オペラ、コンサートを中心に、日々の感想を記します。

旅行日記2:カーチャ・カバノヴァー

2014年02月14日 | 音楽
 ベルリン国立歌劇場の「カーチャ・カバノヴァー」。指揮はサイモン・ラトル。ラトルがヤナーチェクのこのオペラをどう振るかが最大の興味だった。

 結果的には、極彩色の後期ロマン派の延長線上にあるヤナーチェクだった。激しく起伏し、えぐるような、うねるような、熱い演奏。これは意外だった。じつはもっとクールな演奏を予想していた。なぜこうなるのか。これが今のラトルなのか。でも、そうとも思えないが――。

 これは一つの推測だが、今やラトルの‘楽器’となったベルリン・フィルと、バレンボイムの‘楽器’であるシュターツカペレ・ベルリンとの個性のちがいに起因するのではないだろうか。オーケストラとの駆け引きにたけたラトルのことだ、バレンボイムの個性に染まったこのオーケストラに反応してみせて、さらにその先を行こうとしたのではないだろうか。

 ともかく、こうやって演奏されたヤナーチェクだった。そこにはヤナーチェク特有の透明さ、あるいは自由な息遣いはなかった。あくまでもドイツ的にがっしり構築された、寸分の隙もないヤナーチェクだった。

 歌手もそれに見合うものだった。カーチャにエヴァ=マリア・ウェストブロック、姑のカバニハにデボラ・ポラスキという布陣。これはどう見てもワーグナーだ。その歌唱力は強力だった。声が分厚いオーケストラに対峙している。オーケストラの演奏ともども、これはワーグナー、シュトラウスをくぐり抜けたところのヤナーチェクだった。
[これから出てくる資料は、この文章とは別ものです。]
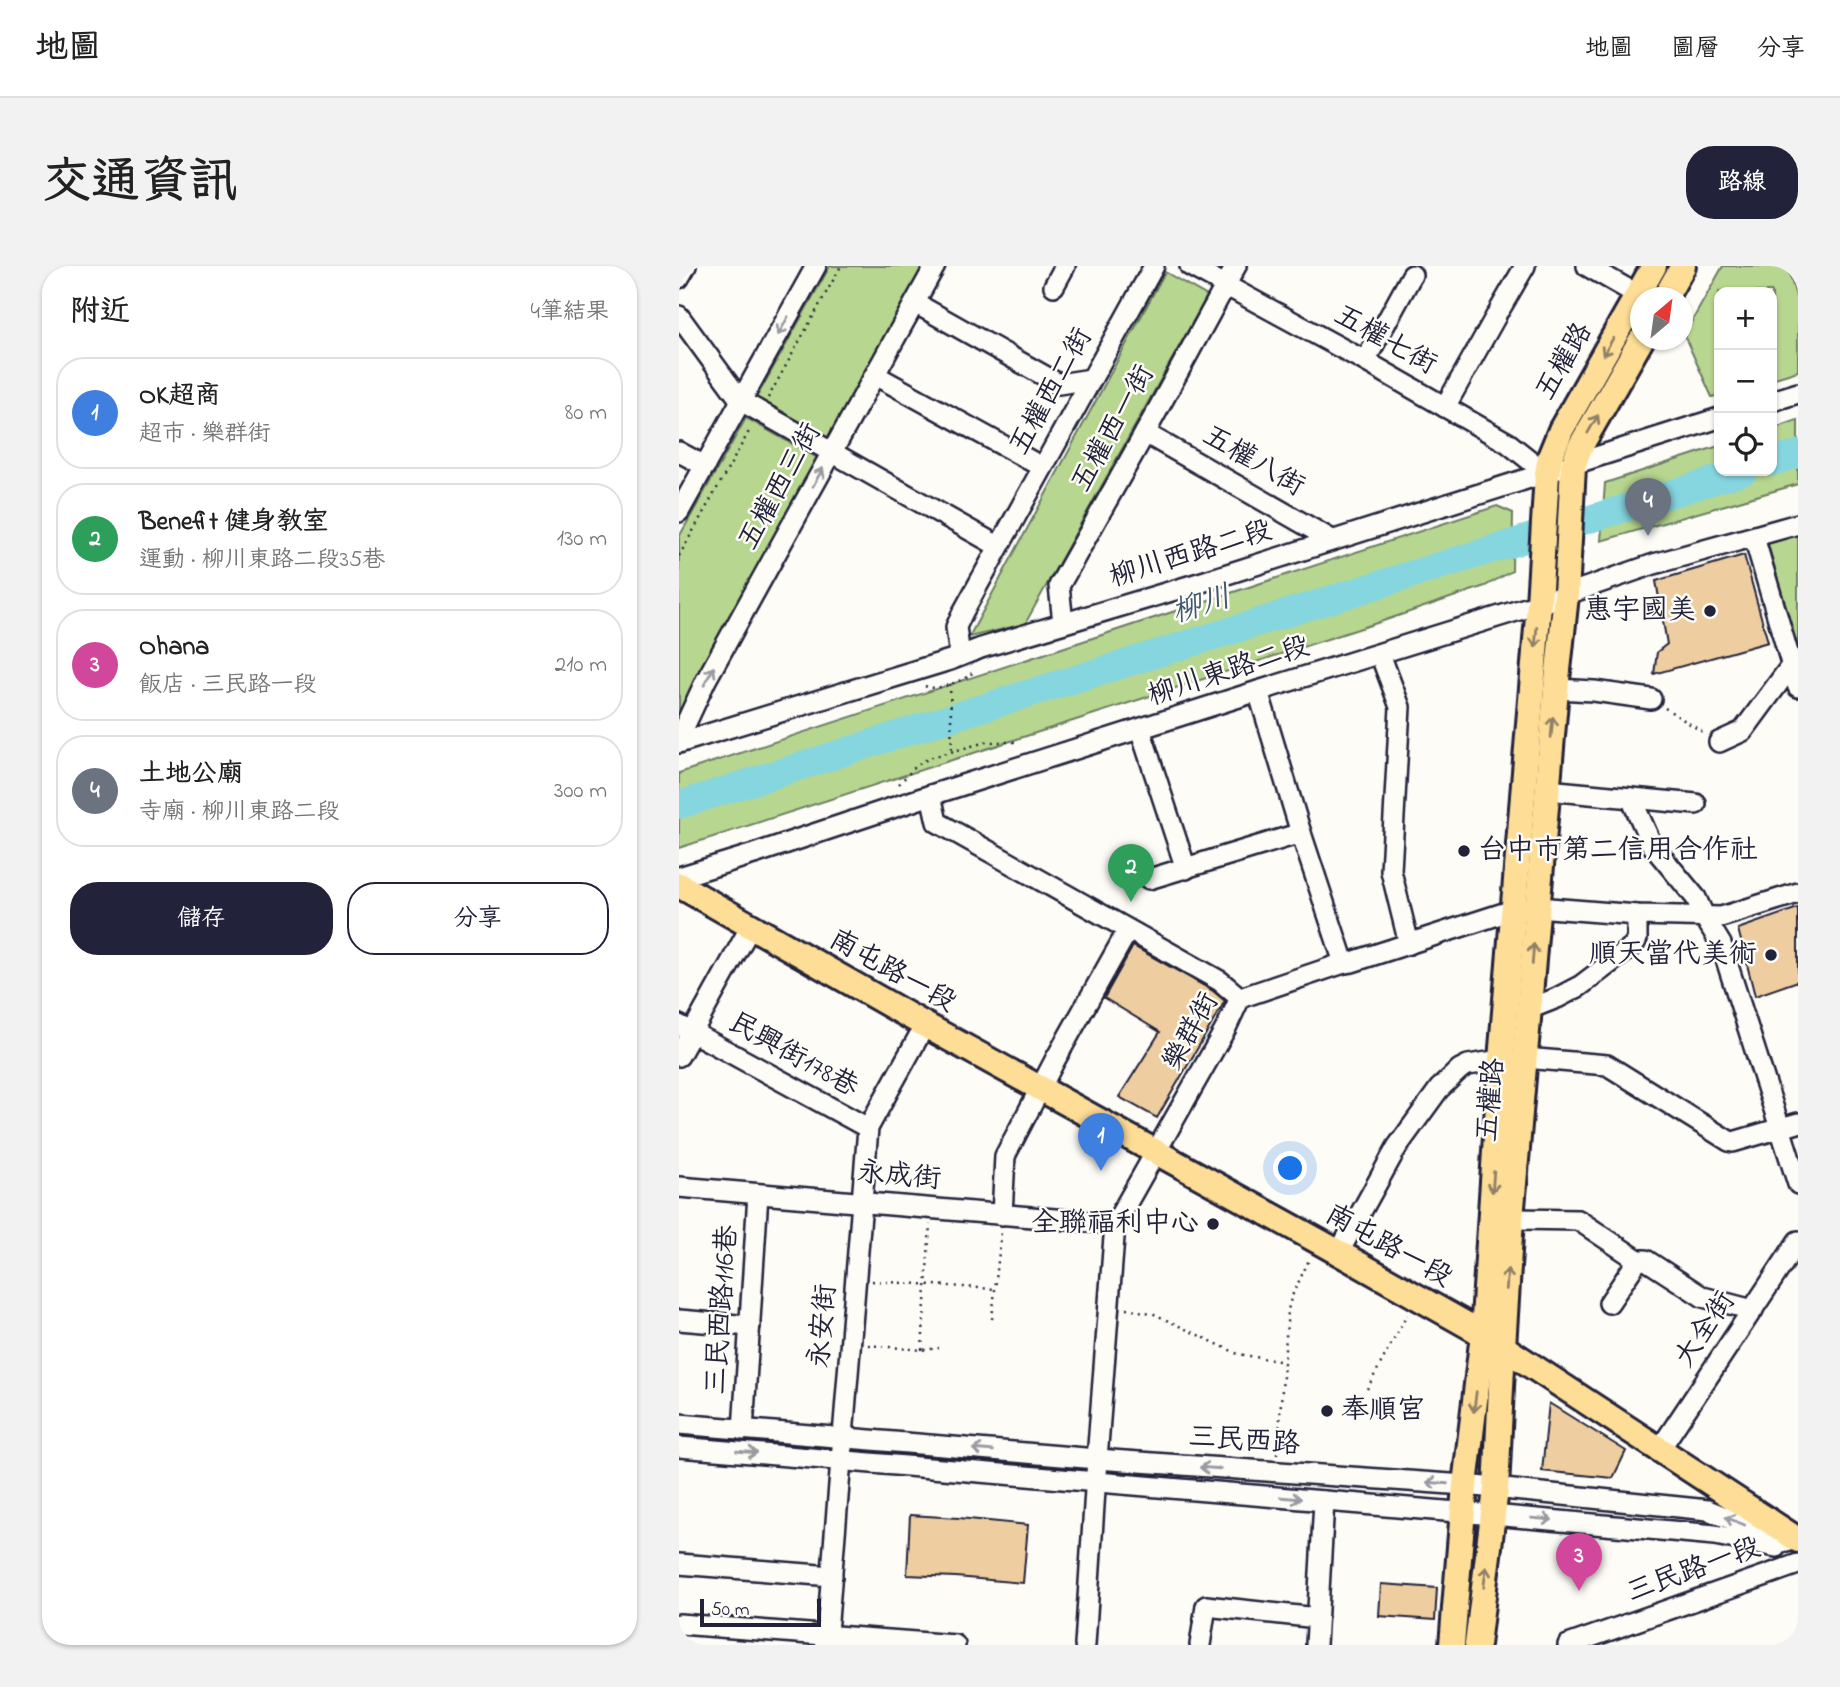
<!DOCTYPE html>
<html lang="zh-TW">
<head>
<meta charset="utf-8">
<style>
	:root { --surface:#fff; --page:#f2f2f2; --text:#222; --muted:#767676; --line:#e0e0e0; --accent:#22223b }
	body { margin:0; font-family:"Indie Flower","LXGW WenKai TC",sans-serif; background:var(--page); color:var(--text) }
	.controls { position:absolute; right:21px; top:21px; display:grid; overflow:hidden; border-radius:14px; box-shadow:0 2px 5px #0004 }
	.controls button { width:63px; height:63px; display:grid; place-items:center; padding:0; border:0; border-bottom:2px solid var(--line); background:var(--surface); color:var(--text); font:35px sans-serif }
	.compass { position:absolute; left:951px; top:21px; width:63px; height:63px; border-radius:50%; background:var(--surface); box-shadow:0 2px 5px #0004; rotate:29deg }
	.scale { position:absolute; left:21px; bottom:18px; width:121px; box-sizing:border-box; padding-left:7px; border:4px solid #22223b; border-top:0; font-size:19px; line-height:24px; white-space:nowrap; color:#22223b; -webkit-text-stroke:5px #fdfcf7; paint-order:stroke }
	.you { position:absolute; left:612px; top:903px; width:24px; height:24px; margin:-18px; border:5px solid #fff; border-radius:50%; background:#1a73e8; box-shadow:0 0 0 10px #1a73e833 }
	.badge { display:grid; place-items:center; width:46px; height:46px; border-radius:50%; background:var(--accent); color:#fff; font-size:23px; font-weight:700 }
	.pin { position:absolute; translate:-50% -58px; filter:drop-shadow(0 2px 4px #0008) }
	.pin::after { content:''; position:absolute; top:37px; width:24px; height:21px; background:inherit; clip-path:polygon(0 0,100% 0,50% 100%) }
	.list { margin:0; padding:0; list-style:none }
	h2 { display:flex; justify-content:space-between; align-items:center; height:91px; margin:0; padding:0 28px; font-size:30px }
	h2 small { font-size:23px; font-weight:400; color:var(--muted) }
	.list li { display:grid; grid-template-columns:46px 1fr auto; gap:21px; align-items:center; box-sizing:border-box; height:112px; margin:0 14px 14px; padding:0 14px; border:2px solid var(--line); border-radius:28px }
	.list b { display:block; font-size:26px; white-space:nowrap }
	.list p { margin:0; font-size:23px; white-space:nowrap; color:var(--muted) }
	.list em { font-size:23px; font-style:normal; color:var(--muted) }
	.actions { display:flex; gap:14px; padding:21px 28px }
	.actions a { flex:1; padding:16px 0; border:2px solid var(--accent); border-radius:28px; text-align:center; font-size:24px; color:var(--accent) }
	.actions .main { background:var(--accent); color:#fff }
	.icon { flex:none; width:38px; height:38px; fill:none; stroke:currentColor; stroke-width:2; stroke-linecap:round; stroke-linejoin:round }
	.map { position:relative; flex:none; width:1119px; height:1379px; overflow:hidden; border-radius:28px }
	header { display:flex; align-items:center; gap:42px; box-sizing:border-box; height:98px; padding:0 35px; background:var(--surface); border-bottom:2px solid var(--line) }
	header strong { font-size:33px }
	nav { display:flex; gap:38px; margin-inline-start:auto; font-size:24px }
	.intro { display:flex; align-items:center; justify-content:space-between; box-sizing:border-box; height:168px; padding:0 42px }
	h1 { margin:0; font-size:49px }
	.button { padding:18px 32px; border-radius:28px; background:var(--accent); color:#fff; font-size:24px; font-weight:700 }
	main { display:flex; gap:42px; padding:0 42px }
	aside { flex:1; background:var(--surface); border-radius:28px; box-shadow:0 2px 5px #0004 }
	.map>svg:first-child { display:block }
	.green { fill:#b7d68f; stroke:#6c7c65; stroke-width:2 }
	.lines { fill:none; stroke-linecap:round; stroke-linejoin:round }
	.river { stroke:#86d6e0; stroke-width:28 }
	.building { fill:#eecea0; stroke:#22223b; stroke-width:2 }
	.minor-casing { stroke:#22223b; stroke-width:24 }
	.major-casing { stroke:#22223b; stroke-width:30 }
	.path { stroke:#22223b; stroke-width:2.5; stroke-dasharray:2 5; stroke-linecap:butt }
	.minor { stroke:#fdfcf7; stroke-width:19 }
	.major { stroke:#fedd96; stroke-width:24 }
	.oneway { stroke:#9a9aa2 }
	.oneway2 { stroke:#908068 }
	.poi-dot { fill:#22223b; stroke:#fdfcf7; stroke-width:2.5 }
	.labels { text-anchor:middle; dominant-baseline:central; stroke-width:5; stroke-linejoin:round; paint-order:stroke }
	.street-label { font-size:28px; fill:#22223b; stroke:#fdfcf7 }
	.poi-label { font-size:28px; fill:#22223b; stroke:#fdfcf7; text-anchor:end }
	.water-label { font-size:30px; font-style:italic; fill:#40586d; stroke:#fdfcf7 }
</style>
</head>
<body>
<header>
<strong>地圖</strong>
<nav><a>地圖</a><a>圖層</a><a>分享</a></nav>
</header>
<div class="intro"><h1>交通資訊</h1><a class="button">路線</a></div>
<main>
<aside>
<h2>附近<small>4筆結果</small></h2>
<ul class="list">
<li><span class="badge" style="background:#3f7fe0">1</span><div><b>OK超商</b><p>超市 · 樂群街</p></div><em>80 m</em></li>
<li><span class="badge" style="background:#2e9e5b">2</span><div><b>Benefit 健身教室</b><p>運動 · 柳川東路二段35巷</p></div><em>130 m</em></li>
<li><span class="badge" style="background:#d1479c">3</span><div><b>Ohana</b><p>飯店 · 三民路一段</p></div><em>210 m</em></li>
<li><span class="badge" style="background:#6b7280">4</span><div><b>土地公廟</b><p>寺廟 · 柳川東路二段</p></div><em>300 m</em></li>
</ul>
<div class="actions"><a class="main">儲存</a><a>分享</a></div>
</aside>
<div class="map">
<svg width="1119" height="1379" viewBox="0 0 1119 1379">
	<rect width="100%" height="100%" fill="#fdfcf7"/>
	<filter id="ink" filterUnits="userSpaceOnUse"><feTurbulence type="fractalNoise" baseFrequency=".0143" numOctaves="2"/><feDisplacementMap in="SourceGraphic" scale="14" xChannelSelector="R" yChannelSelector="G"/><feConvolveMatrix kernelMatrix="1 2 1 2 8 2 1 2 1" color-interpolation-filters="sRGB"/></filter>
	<g filter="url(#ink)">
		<!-- green -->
		<g class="green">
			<polygon points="151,0 246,0 151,178 75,136"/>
			<polygon points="1044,0 1108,0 1119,37 1119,105 1093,113 1093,26 1040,26 1040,129 1033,131 1005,69"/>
			<polygon points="486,6 528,30 346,358 290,371"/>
			<polygon points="67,152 142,194 0,447 0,271"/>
			<polygon points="1119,154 1119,218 922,275 926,217 1040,180 1040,205 1093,205 1093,163"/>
			<polygon points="818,240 834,247 833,305 806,320 704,355 0,582 0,507"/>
			<polygon points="1119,269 1119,383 1089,278"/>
		</g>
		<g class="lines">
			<!-- river -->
			<g class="river">
				<polyline points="1093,196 1119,188"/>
				<polyline points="0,539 290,446 1065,205"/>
			</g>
		</g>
		<!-- building -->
		<g class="building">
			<polygon points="1065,289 1089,376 975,408 978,386 988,378 977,315"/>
			<polygon points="1119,642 1119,715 1076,730 1059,663"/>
			<polygon points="454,680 534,725 546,735 478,852 440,831 481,766 425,732"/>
			<polygon points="870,1137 947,1185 934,1212 863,1205"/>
			<polygon points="231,1249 280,1252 349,1259 344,1317 277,1311 228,1309"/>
			<polygon points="702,1318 758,1322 756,1354 700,1350"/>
		</g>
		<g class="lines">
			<defs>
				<g id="minor">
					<polyline points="511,0 686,95 829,177 868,208"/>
					<polyline points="908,0 959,29"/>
					<polyline points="0,12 7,0"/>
					<polyline points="375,20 386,0"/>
					<polyline points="236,37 380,118 412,113"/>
					<polyline points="821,43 846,0"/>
					<polyline points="0,50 62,135 319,280"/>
					<polyline points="686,95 733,9"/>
					<polyline points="196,109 363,201"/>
					<polyline points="1093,135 1119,127"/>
					<polyline points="766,141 817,50"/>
					<polyline points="466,167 653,274"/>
					<polyline points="0,186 26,200"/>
					<polyline points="0,246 137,0"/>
					<polyline points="1075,271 1119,421"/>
					<polyline points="384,357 380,320 466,167 557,0"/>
					<polyline points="701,388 721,441 712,605 730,678"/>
					<polyline points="281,390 277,361 284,346 475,0"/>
					<polyline points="877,423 915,425 972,433"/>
					<polyline points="579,425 622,567 665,697"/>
					<polyline points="461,463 507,603"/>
					<polyline points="0,472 27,414 256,0"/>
					<polyline points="1040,476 1064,465 1112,400"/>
					<polyline points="0,477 271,394 302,382 523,316 1040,152"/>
					<polyline points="868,524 1017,538"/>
					<polyline points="252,529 258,556 541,715 561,732"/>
					<polyline points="952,532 973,579 1017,632 1026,652 1042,678 1119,918"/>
					<polyline points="0,611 75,588 252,529 579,425 860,338 975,298 1119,258"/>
					<polyline points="470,613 622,567"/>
					<polyline points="850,743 878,732 901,720 954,680 958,673 958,649"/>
					<polyline points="0,759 189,862"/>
					<polyline points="0,790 72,660"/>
					<polyline points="846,792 928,799 1050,875 1054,876 1119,857"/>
					<polyline points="0,921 436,958"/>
					<polyline points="323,949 326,890 376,794 449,664"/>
					<polyline points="832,953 899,954 959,994 967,994 1024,1031 1074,1044"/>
					<polyline points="660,986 718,881 760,823 781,803 789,799 822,794"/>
					<polyline points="930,1037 959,994"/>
					<polyline points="0,1054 71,1060"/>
					<polyline points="0,1158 418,1193 786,1219 1029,1244 1108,1276"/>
					<polyline points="64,1164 79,928"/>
					<polyline points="0,1181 814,1249 1036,1269 1097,1281"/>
					<polyline points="981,1183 1119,975"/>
					<polyline points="0,1298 153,1310"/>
					<polyline points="0,1358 276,1379"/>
					<polyline points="147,1379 189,862 246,759"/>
					<polyline points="406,1379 418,1193 436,958 547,762 561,732 665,697 673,696 834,644 858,641 958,649 1042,651 1119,627"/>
					<polyline points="521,1379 527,1340 638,1352"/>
					<polyline points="637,1379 645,1235"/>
					<polyline points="889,1379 1119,1298"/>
				</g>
				<g id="major">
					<polyline points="986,32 1004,0"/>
					<polyline points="0,619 246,759 639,975 804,1068 1119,1274"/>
					<polyline points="773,1379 786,1219 804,1068 822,794 860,338 868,208 871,191 882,164 975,0"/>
					<polyline points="798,1379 817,1223 824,1081 832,953 877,423 887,329 894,200 901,181 962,74"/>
				</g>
			</defs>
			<!-- minor casing -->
			<use href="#minor" class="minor-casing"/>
			<!-- major casing -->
			<use href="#major" class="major-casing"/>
			<!-- path -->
			<g class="path">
				<polyline points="89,132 162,0"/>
				<polyline points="0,290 72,162"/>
				<polyline points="271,418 273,486"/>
				<path d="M246,420C259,426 279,415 291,410L295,403"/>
				<polyline points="986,442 1025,467"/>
				<polyline points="220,518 237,500 250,492 307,476 336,476"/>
				<polyline points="193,1015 316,1023"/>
				<polyline points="447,1043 473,1047 559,1088 605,1096"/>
				<polyline points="313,1053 322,966"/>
				<polyline points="189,1079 243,1084 260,1082"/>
				<polyline points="243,1084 251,958"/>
				<polyline points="688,1123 728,1049"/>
				<polyline points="598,1189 609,1044 612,1032 630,994"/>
			</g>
			<!-- minor -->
			<use href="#minor" class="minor"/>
			<!-- major -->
			<use href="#major" class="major"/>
		</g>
		<!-- one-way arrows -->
		<defs><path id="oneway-shaft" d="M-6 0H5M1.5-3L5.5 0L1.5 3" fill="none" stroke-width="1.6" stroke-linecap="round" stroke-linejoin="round" transform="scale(1.75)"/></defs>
		<g class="oneway">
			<use href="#oneway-shaft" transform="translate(104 60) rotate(119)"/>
			<use href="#oneway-shaft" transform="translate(139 211) rotate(-61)"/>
			<use href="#oneway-shaft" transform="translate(30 410) rotate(-62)"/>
			<use href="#oneway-shaft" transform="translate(304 1184) rotate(-175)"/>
			<use href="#oneway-shaft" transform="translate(68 1186) rotate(5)"/>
			<use href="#oneway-shaft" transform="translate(531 1202) rotate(-176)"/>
			<use href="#oneway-shaft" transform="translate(758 1217) rotate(-176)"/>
			<use href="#oneway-shaft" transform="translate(612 1232) rotate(5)"/>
			<use href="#oneway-shaft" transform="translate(863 1253) rotate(5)"/>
			<use href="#oneway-shaft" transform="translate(1056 1255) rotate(-158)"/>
		</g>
		<g class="oneway2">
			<use href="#oneway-shaft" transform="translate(929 81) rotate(120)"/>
			<use href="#oneway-shaft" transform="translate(914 158) rotate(-60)"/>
			<use href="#oneway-shaft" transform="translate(857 371) rotate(95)"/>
			<use href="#oneway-shaft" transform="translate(873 461) rotate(-85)"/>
			<use href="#oneway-shaft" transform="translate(854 688) rotate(-86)"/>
			<use href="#oneway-shaft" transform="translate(814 916) rotate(94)"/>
			<use href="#oneway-shaft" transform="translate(828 1013) rotate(-86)"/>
			<use href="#oneway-shaft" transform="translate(796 1136) rotate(97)"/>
			<use href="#oneway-shaft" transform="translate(806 1311) rotate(-83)"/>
		</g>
	</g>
	<!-- markers -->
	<g class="poi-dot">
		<circle cx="1031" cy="345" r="7"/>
		<circle cx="785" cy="585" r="7"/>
		<circle cx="1092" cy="689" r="7"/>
		<circle cx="534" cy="958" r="7"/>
		<circle cx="648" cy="1145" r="7"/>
	</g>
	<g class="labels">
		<!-- street labels -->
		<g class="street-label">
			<text transform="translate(706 75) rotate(29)">五權七街</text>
			<text transform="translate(886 96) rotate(-60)">五權路</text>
			<text transform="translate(373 126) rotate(-61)">五權西二街</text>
			<text transform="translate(435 163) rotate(-61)">五權西一街</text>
			<text transform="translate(574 196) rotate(30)">五權八街</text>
			<text transform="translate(102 221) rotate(-61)">五權西三街</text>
			<text transform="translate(512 289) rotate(-17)">柳川西路二段</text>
			<text transform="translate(550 406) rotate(-18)">柳川東路二段</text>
			<text transform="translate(213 706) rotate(29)">南屯路一段</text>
			<text transform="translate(513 766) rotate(-61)">樂群街</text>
			<text transform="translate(114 790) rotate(29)">民興街178巷</text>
			<text transform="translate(813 834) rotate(-85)">五權路</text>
			<text transform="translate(220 911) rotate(5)">永成街</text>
			<text transform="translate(709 981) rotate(29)">南屯路一段</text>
			<text transform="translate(44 1044) rotate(-86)">三民西路116巷</text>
			<text transform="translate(145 1060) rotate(-85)">永安街</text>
			<text transform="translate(1027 1064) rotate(-56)">大全街</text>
			<text transform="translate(565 1176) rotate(4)">三民西路</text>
			<text transform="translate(1015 1305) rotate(-20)">三民路一段</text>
		</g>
		<!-- poi labels -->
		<g class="poi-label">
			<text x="1017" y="345">惠宇國美</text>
			<text x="799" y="585" text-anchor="start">台中市第二信用合作社</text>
			<text x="1078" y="689">順天當代美術</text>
			<text x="520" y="958">全聯福利中心</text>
			<text x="662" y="1145" text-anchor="start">奉順宮</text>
		</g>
		<!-- water labels -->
		<g class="water-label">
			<text transform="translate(523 340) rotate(-17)">柳川</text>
		</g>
	</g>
</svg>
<div class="controls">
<button>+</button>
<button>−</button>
<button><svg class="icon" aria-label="locate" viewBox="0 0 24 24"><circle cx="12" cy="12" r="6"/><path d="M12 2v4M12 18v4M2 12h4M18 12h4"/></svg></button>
</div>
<svg class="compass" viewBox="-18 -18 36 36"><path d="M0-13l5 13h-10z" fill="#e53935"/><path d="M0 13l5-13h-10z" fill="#767676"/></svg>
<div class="scale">50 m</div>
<div class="you"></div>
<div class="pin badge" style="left:422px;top:905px;background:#3f7fe0">1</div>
<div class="pin badge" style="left:452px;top:636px;background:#2e9e5b">2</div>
<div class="pin badge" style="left:900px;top:1325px;background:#d1479c">3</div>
<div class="pin badge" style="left:969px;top:270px;background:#6b7280">4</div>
</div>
</main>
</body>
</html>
 もしヤナーチェクがこれを聴いたらどう思うだろうと想像した。ドビュッシーの「海」に感嘆したヤナーチェク、あるいはプッチーニの「蝶々夫人」を愛したヤナーチェク。「蝶々夫人」はプッチーニの音楽のなかでもその繊細さで際立っている。そのヤナーチェクがこの演奏を聴いたら――。

 演出はアンドレア・ブレート。舞台は荒れ果てた倉庫のような建物のなか。ヴォルガ川は床に転がっている古いバスタブ。このオペラで重要な役割を果たすヴォルガ川は、バスタブに矮小化されているわけだ。幕切れでカーチャはバスタブのなかで手首を切って自殺する。これでは実も蓋もない。カーチャの魂は救われない。

 カーチャの閉塞感を現代に置き換えた演出だ、とはいえるだろう。それはラトルの指揮とも、ウェストブロック、ポラスキの歌唱とも呼応して、ドイツ表現主義的な世界を表出していた。でも、ぐったり疲れた。